● Task details
Leave out the pictures and restate the rest of the data exactly.

● Supplied information
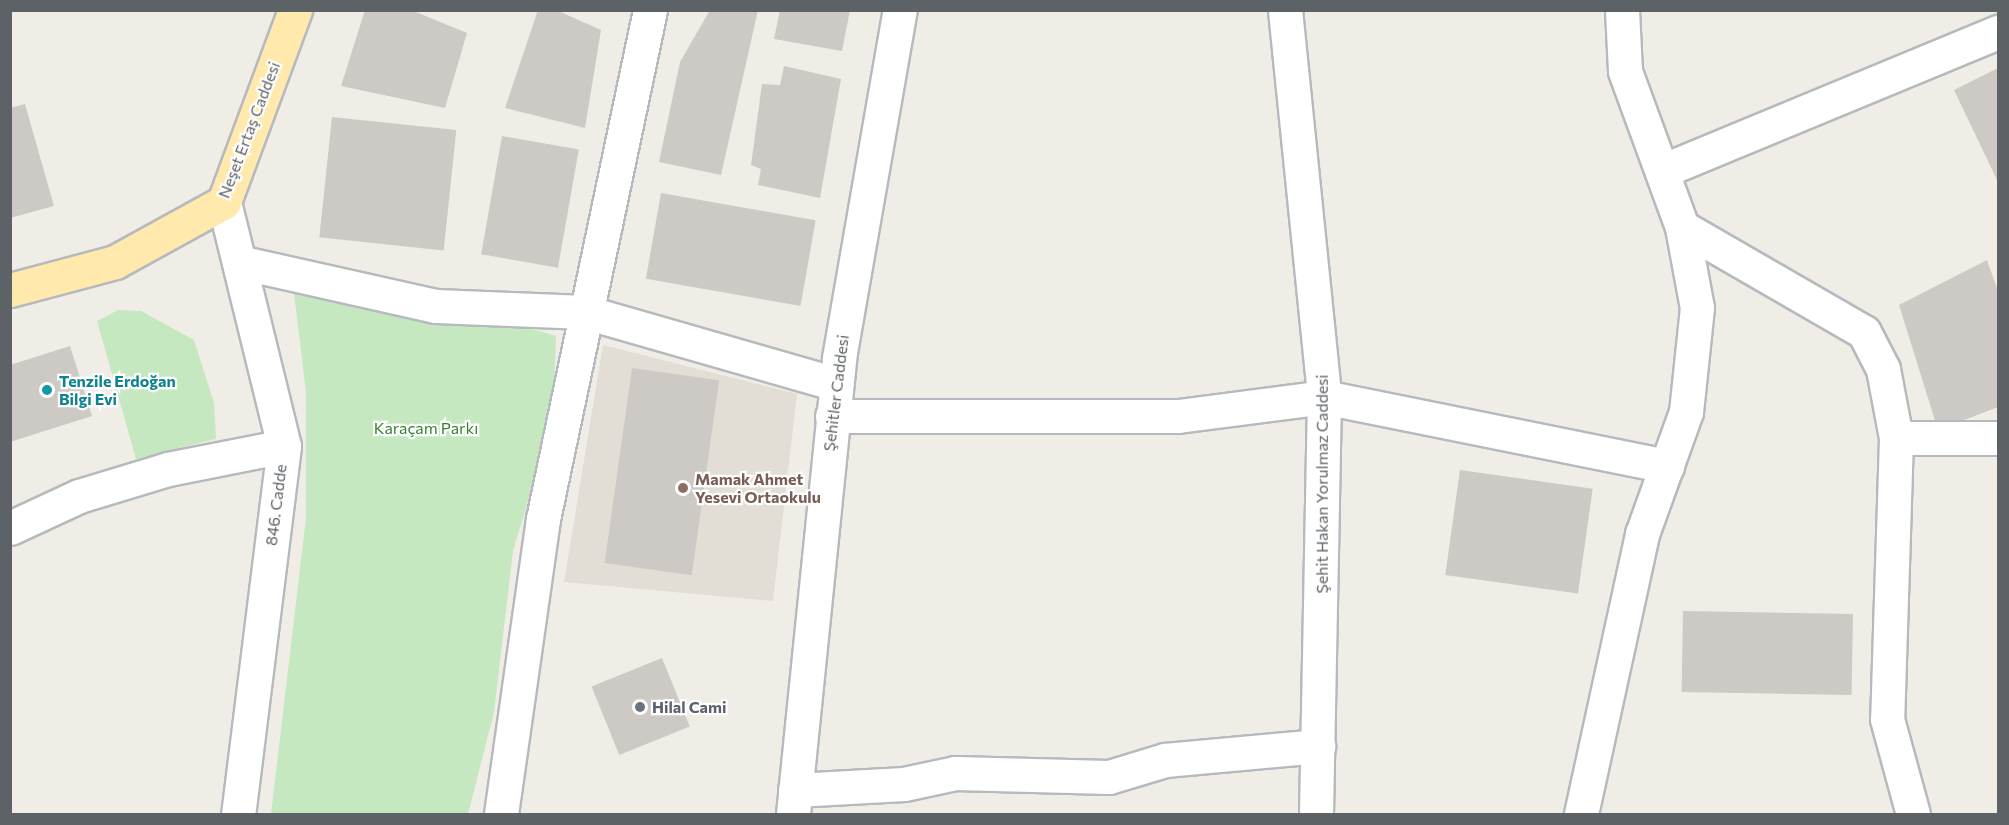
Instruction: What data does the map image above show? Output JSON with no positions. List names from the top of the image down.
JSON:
{
  "streets": {
    "main road": ["Neşet Ertaş Caddesi"],
    "street": ["Şehitler Caddesi", "Şehit Hakan Yorulmaz Caddesi", "846. Cadde"]
  },
  "crossings": [
    ["Neşet Ertaş Caddesi", "846. Cadde"]
  ],
  "parks": ["Karaçam Parkı"],
  "places": ["Tenzile Erdoğan Bilgi Evi", "Mamak Ahmet Yesevi Ortaokulu", "Hilal Cami"]
}
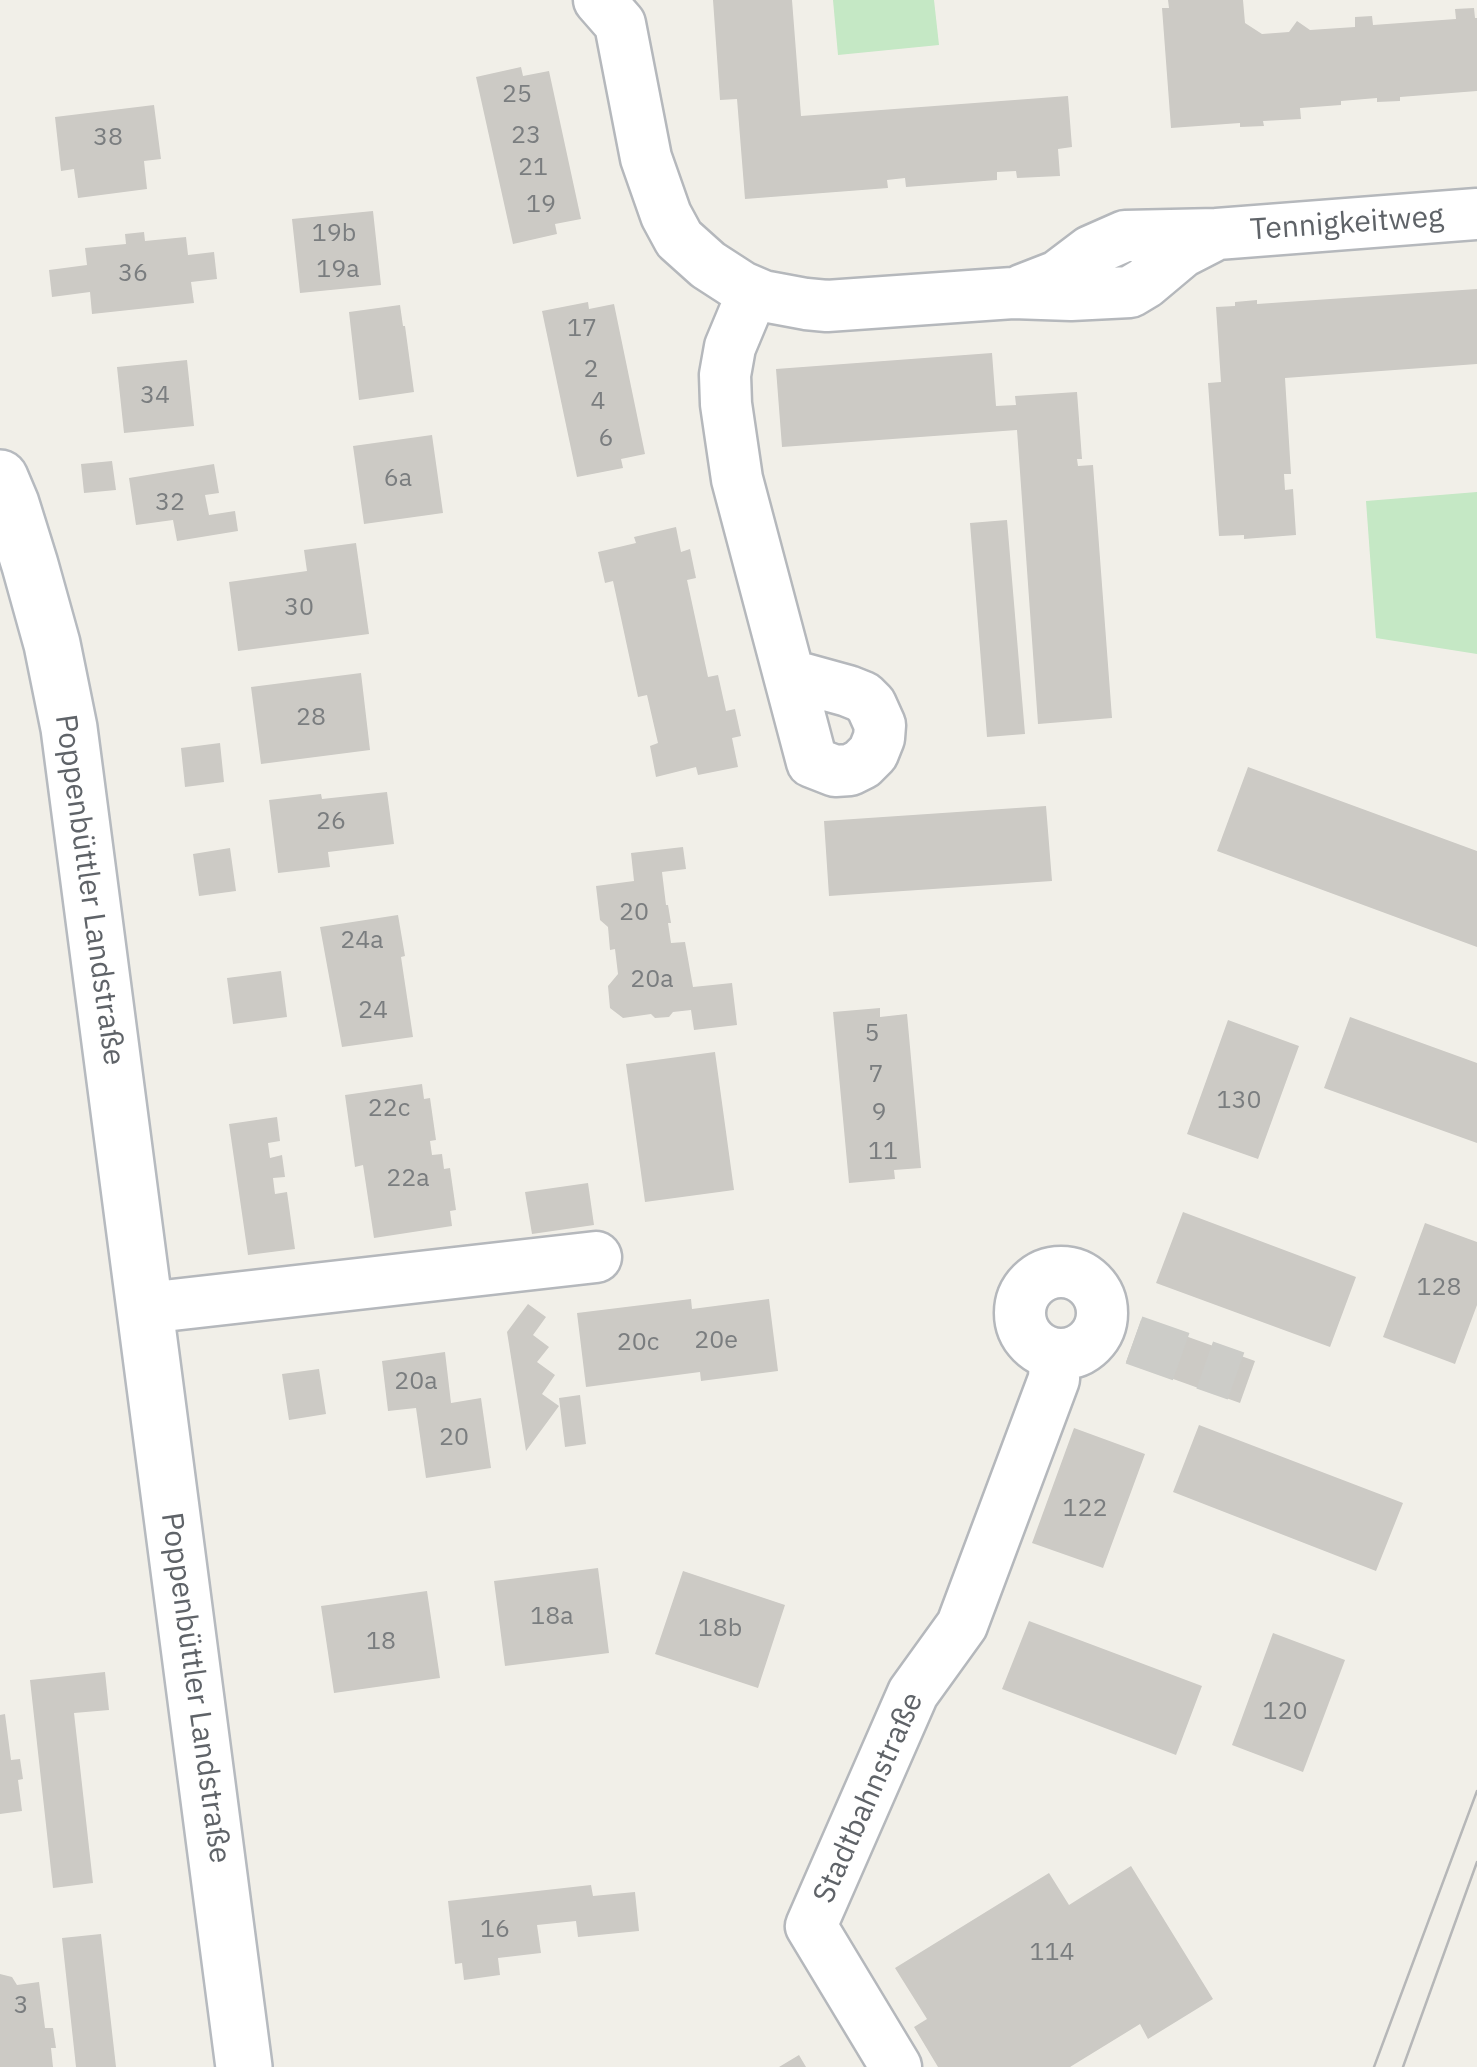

● Exercise output
Instruction: What data does the map image above show? Output JSON with no positions. List names from the top of the image down.
JSON:
{
  "streets": {
    "main road": ["Neşet Ertaş Caddesi"],
    "street": ["Şehitler Caddesi", "Şehit Hakan Yorulmaz Caddesi", "846. Cadde"]
  },
  "crossings": [
    ["Neşet Ertaş Caddesi", "846. Cadde"]
  ],
  "parks": ["Karaçam Parkı"],
  "places": ["Tenzile Erdoğan Bilgi Evi", "Mamak Ahmet Yesevi Ortaokulu", "Hilal Cami"]
}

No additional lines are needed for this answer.